Crawl Budget – It’s really a simple SEO concept

The phrase “crawl budget” is an SEO term that is frequently included in discussions about technical SEO, but it is typically used incorrectly. Most of the time when people refer to crawl budget they are considering it a technical SEO enhancement to improve the way Google understands a website. In fact, it is far simpler than that it is simply a budget.

The best way of understanding various aspects of Google’s algorithms is to view them from a financial standpoint. Crawling and indexing the web is a very expensive proposition and Google was able to beat out every search engine to dominance because they figured out how to do that before the money ran out.

While it would be ideal for Google’s crawlers to simply gobble up the entire web in one fell swoop that would be technically impossible. Crawlers need to literally crawl through the web discovering link after link and then as they land on a page they need to build a copy of the page into the database.

It’s about the Benjamins!

In the early days of search, while Google was still living on venture capital money, the engineers needed to come up with a way to efficiently crawl the web without going broke in the process. That way was to decide how much “budget” each site was allocated based upon its importance to Google and the web as a whole. That is crawl budget.

If a site is very important to the ecosystem, Wikipedia for example, Google would have wanted to allocate a lot of their hypothetical dollars to crawling as much of the site as they could. Alternatively, a brand new website with no authority on the web would be allocated a significantly smaller amount of budget.

New websites

This all makes logical sense. Taking this logic one step further, if the brand new website would have thousands of pages but only a few of them were valuable, it would have been very likely that their budget would have been eaten up by the crawler ingesting the lower quality pages without ever seeing the good ones.

The best approach for a website in this position is to simply declare – via no indexes or canonical tags – which are the lower quality pages and then the crawlers could just skip them.

A happy example

To illustrate this with an example, think about a website like a Happy Meal with a toy inside. You have a certain amount of daily budget to buy Happy Meals, but you only need the unique toys to complete a series. The only way you could find out whether the toy is unique is by buying the meal and opening the box. So, every time a Happy Meal is bought and the duplicate toy shows up, that days budget is wasted – unless you were very hungry. The most efficient way to do the toy collecting is simply to show the name of the toy on the outside of the box and then you would choose only that box.

Continuing this Happy Meal to website analogy, those no index directives and canonical tags are the best way of informing a search engine to ignore a particular box.  The crawler then has more awareness on how to most efficiently spend their limited budget.

Crawl budget summary

This idea of crawl budget applies to every website on the web regardless of authority, its just that more authoritative websites have more budget to be expended by the crawler. As websites gain authority, likely via links or other user engagement signals their budget will expand but without that there is no other way to get more budget.

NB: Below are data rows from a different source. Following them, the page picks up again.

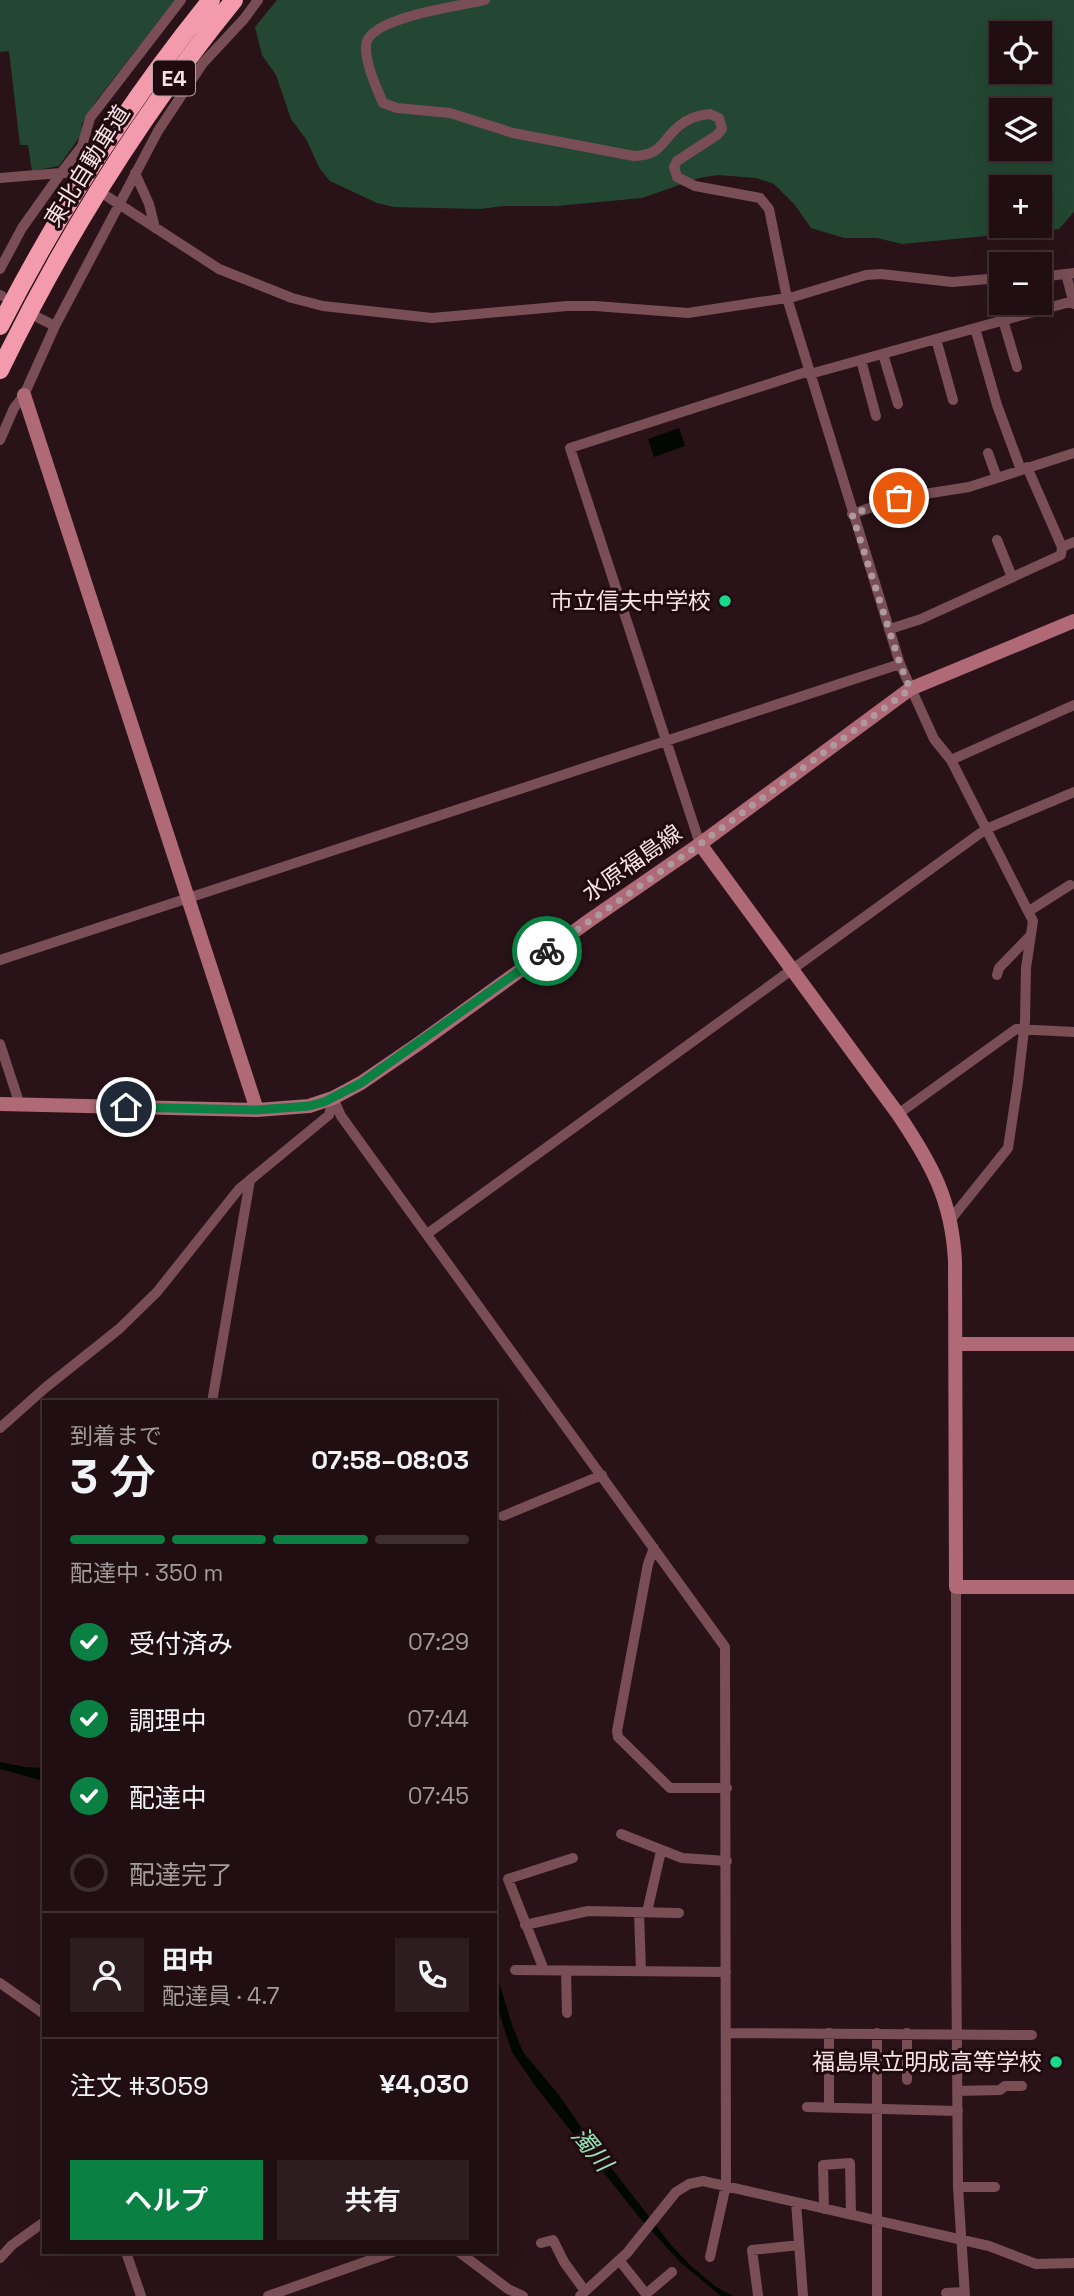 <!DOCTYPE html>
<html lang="ja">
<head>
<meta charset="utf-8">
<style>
  :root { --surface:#200e12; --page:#2d1c20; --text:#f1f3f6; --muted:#a29c9f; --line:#3d2e32; --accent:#0b8043 }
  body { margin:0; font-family:"Space Grotesk","Noto Sans JP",sans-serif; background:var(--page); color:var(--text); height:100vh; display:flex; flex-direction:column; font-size:26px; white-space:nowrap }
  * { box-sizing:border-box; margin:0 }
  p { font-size:23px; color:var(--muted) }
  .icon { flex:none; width:38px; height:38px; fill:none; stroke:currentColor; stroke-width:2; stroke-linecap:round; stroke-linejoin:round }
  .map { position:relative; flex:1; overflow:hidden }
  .sheet { position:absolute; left:42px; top:1400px; width:455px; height:854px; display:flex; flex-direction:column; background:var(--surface); border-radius:0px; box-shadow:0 7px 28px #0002,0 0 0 2px var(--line) }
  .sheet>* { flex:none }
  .tools { position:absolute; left:989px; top:21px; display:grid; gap:14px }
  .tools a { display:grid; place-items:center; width:63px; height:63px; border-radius:0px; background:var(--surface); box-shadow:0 7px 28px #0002,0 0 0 2px var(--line); font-size:35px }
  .pin { position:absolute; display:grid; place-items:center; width:60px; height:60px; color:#fff; margin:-30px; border:4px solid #fff; border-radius:50%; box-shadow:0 2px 7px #0007 }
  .courier { position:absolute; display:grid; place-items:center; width:70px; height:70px; margin:-35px; border:5px solid #0b8043; border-radius:50%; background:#fff; color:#222; box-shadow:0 2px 9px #0007 }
  .headline em { font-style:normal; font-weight:600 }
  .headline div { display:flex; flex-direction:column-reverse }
  .headline { display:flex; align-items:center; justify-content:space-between; height:119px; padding:0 28px }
  h1 { font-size:46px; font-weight:600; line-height:52px }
  .bar { display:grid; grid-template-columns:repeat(4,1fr); gap:10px 7px; align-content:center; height:84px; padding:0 28px }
  .bar i { height:9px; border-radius:5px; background:var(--line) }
  .bar .on { background:var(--accent) }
  .bar p { grid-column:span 4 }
  .line { display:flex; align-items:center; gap:18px; padding:0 28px; border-top:2px solid var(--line) }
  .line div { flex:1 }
  .round { display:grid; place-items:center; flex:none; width:74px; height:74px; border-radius:0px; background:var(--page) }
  ol { padding:0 28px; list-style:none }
  li { display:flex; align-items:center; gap:21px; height:77px }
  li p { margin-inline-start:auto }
  li .icon { padding:7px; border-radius:50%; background:var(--accent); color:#fff; stroke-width:4 }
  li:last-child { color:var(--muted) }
  li i { width:38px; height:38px; border:4px solid var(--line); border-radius:50% }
  .cta { display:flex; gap:14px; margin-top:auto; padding:14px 28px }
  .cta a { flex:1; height:80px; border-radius:0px; background:var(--accent); color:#fff; font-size:28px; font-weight:600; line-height:80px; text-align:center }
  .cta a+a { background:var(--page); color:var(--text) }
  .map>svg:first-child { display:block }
  .green { fill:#234733; fill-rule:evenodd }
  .water { fill:#000801 }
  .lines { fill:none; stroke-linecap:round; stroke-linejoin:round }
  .street { stroke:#794e56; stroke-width:10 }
  .secondary { stroke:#af6977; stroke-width:14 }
  .highway { stroke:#f39bac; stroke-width:18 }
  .done { stroke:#ae9a9e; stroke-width:7; stroke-dasharray:0 12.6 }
  .route { stroke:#0b8043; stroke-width:9 }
  .poi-dot { fill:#16d989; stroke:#200a0f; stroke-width:2.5 }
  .labels { text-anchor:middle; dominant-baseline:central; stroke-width:6; stroke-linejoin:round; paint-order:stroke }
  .shield { fill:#200a0f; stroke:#b5a2a6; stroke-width:2 }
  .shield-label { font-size:21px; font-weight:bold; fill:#f5e3e6 }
  .street-label { font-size:23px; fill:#f5e3e6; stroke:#200a0f }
  .poi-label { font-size:23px; fill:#f5e3e6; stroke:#200a0f; text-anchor:end }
  .water-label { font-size:24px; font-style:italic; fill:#92e3b4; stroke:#200a0f }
</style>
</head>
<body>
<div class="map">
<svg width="1074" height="2296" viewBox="0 0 1074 2296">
  <rect width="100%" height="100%" fill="#2a1318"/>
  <path class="green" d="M 0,0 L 175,0 L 96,101 L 82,124 L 81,135 L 59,166 L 32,171 L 28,145 L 20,145 L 9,51 L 0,52 Z
    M 277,0 L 1074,0 L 1074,212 L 1059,229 L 902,244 L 877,238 L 844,238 L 811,228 L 795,205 L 774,184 L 756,178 L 718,175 L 699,178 L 642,198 L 556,206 L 503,206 L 480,209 L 394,207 L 377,203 L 330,181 L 320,169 L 306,139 L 291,119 L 276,75 L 262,55 L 255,27 ZM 1001,33 L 1040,33 L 1040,72 L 1001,72 ZM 1001,110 L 1040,110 L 1040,149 L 1001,149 ZM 1001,187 L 1040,187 L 1040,226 L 1001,226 Z"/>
  <path class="water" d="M 679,428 L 685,446 L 654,457 L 648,439 Z
    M 0,1762 L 25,1767 L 44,1768 L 44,1781 L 0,1769 Z
    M 495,1969 L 512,2025 L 523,2052 L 559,2095 L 595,2147 L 671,2245 L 691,2266 L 716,2287 L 733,2296 L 721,2296 L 680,2262 L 639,2217 L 536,2087 L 512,2052 L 495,2000 Z"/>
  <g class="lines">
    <path class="street" d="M 485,0 C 462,6 368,17 366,45 C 365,63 376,87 383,103 L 397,108 L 450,113 L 513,133 L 634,156 C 662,155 660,142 679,126 C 687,119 699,115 710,114 L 719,118 L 722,129 L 717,135 L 677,161 L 674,167 L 677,177 L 695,186 L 760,198 L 769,209 L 787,298 L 900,664 L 934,739 L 951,760 L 1033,921 L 1026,968 L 1025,1021 L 1018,1082 L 1008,1148 L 951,1219
      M 135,173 L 149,204 L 155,228
      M 0,178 L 61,173 L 82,146 L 90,118 L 181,0
      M 108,197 L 219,269 L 292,298 L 323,306 L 432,318 L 567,306 L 595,306 L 688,313 L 793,297 L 866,275 L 881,274 L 952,282 L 1001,278
      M 0,269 L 22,228 L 61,173 L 71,173
      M 1066,274 L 1074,304
      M 1040,277 L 1074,273
      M 0,295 L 2,296
      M 35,316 L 55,326
      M 1003,320 L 1017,367
      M 975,328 L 997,405 L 1021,470
      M 936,339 L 953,400
      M 883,354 L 898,404
      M 861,360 L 876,416
      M 810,374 L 1073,301
      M 0,440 L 14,408 L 24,395 L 55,326 L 158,131 L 203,63 L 244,19 L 258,0
      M 988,453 L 997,478
      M 852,514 L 899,498 L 969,487 L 1074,453
      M 997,540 L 1012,577
      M 1062,547 L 1074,542
      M 890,629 L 921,619 L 1061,555 L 1062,547 L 1027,467
      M 951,760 L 1074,705
      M 700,844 L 570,448 L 809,371
      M 1029,911 L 1070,885
      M 0,960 L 900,664
      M 997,975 L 999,968 L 1029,937
      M 0,1044 L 20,1105
      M 333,1098 L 341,1116 L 725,1647 L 726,2185 L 710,2257
      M 898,1114 L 1016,1029 L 1074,1032
      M 427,1234 L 986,829 L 1074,792
      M 212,1402 L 250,1180
      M 0,1428 L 45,1388 L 119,1329 L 157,1292 L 239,1189 L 329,1115 L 333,1099
      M 503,1516 L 602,1475
      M 654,1548 L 648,1564 L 617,1731 L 618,1737 L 670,1788 L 727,1788
      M 956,1587 L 956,1926 L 958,2187 L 965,2296
      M 621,1834 L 682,1858 L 727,1861
      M 647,1912 L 661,1851
      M 639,1913 L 641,1971
      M 525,1925 L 588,1911 L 679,1913
      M 515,1970 L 726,1972
      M 544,1970 L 508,1879 L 573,1858
      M 566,1971 L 567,2013
      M 0,1983 L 44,2014
      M 726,2033 L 1032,2035
      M 829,2033 L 829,2107
      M 877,2033 L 877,2296
      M 907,2033 L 907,2080
      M 957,2091 L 1000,2090 L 1005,2086 L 1022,2086
      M 807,2107 L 958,2111
      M 958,2187 L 995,2187
      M 796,2202 L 803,2296
      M 824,2209 L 823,2165 L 850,2163 L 851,2215
      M 541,2243 L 553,2240 L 564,2262 L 585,2291
      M 126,2252 L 141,2296
      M 459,2252 L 508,2289 L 523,2296
      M 0,2258 L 12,2245 L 44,2222
      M 619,2260 L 646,2294 L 672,2272
      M 946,2293 L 964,2292
      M 758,2295 L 752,2250 L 799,2245
      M 268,2296 L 393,2252
      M 580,2296 L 627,2253 L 676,2192 L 689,2184 L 703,2181 L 989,2246 L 1036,2264 L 1074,2263"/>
    <path class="secondary" d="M 24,395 L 257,1110
      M 700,844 L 898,1114 C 931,1163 952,1200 955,1261 L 956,1587 L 1074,1587
      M 0,1104 L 257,1110 L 309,1106 L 333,1098 L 361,1083 L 421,1042 L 590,920 L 700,844 L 910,689 L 1074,621
      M 955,1344 L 1074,1344"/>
    <path class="highway" d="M 0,326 C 59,211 130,100 211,0
      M 0,370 C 64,238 142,113 234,0"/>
  </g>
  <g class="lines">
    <path class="done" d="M 547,951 L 700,844 L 910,689 L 900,664 L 852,514 L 899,498"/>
    <path class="route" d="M 126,1107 L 257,1110 L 309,1106 L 324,1102 L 361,1083 L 547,951"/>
  </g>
  <g class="poi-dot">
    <circle cx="725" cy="601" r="7"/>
    <circle cx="1056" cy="2062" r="7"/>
  </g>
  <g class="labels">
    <rect class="shield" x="153" y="60.5" width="42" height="35" rx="5"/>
    <g class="shield-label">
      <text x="174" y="78">E4</text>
    </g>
    <g class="street-label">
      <text transform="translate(87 166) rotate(-58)">東北自動車道</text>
      <text transform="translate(632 863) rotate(-35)">水原福島線</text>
    </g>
    <g class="poi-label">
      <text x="711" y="601">市立信夫中学校</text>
      <text x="1042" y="2062">福島県立明成高等学校</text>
    </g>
    <g class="water-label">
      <text transform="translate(592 2149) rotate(51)">濁川</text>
    </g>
  </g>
</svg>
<div class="tools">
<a><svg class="icon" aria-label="locate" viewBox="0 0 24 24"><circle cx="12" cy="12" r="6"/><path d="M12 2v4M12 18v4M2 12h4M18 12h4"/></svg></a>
<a><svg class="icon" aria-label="layers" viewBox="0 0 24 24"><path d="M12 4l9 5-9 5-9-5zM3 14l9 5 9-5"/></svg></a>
<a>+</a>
<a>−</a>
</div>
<div class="pin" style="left:899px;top:498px;background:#ea580c"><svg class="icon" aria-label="bag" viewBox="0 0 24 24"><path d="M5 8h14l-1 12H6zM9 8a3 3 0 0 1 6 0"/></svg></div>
<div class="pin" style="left:126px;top:1107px;background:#1f2937"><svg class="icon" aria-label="home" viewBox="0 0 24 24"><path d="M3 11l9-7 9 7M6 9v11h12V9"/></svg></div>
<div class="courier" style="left:547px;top:951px"><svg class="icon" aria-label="bike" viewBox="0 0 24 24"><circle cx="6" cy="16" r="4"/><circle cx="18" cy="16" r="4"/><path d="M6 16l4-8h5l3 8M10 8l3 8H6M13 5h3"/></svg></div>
<section class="sheet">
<div class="headline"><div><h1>3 分</h1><p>到着まで</p></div><em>07:58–08:03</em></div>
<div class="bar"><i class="on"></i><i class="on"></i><i class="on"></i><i></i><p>配達中 · 350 m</p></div>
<ol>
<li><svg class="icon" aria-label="check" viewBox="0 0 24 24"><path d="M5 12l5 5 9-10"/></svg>受付済み<p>07:29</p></li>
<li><svg class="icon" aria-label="check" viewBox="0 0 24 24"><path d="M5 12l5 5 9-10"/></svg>調理中<p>07:44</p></li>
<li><svg class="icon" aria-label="check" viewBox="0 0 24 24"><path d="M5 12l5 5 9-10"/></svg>配達中<p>07:45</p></li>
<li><i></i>配達完了</li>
</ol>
<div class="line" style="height:126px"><a class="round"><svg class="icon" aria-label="person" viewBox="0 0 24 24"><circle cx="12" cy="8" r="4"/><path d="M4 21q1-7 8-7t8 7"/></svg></a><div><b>田中</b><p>配達員 · 4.7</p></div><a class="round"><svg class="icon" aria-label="phone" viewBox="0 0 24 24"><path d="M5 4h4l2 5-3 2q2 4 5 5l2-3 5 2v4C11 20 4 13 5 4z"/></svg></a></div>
<div class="line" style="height:91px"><div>注文 #3059</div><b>¥4,030</b></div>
<div class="cta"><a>ヘルプ</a><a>共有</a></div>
</section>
</div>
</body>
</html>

Google refers to this as “crawl demand” and while they don’t specifically mention authority in their blog post on crawl budget, they sort of beat around it by calling it “popularity.”

Even if the crawl rate limit isn’t reached, if there’s no demand from indexing, there will be low activity from Googlebot. The two factors that play a significant role in determining crawl demand are:

  • Popularity: URLs that are more popular on the Internet tend to be crawled more often to keep them fresher in our index.
  • Staleness: our systems attempt to prevent URLs from becoming stale in the index.

This idea of budget was a key component of Google’s crawling algorithm and it is still exists today although the budget is vastly expanded. Google now has lots more money and resources to crawl the web, but the web is also bigger and more complicated.

Crawl budget today

One other change is that budget was likely initially calculated in small amounts of kilobytes which equated to a number of pages, that budget can be eaten faster if a site has dynamic scripts that are more expensive for the crawler to run.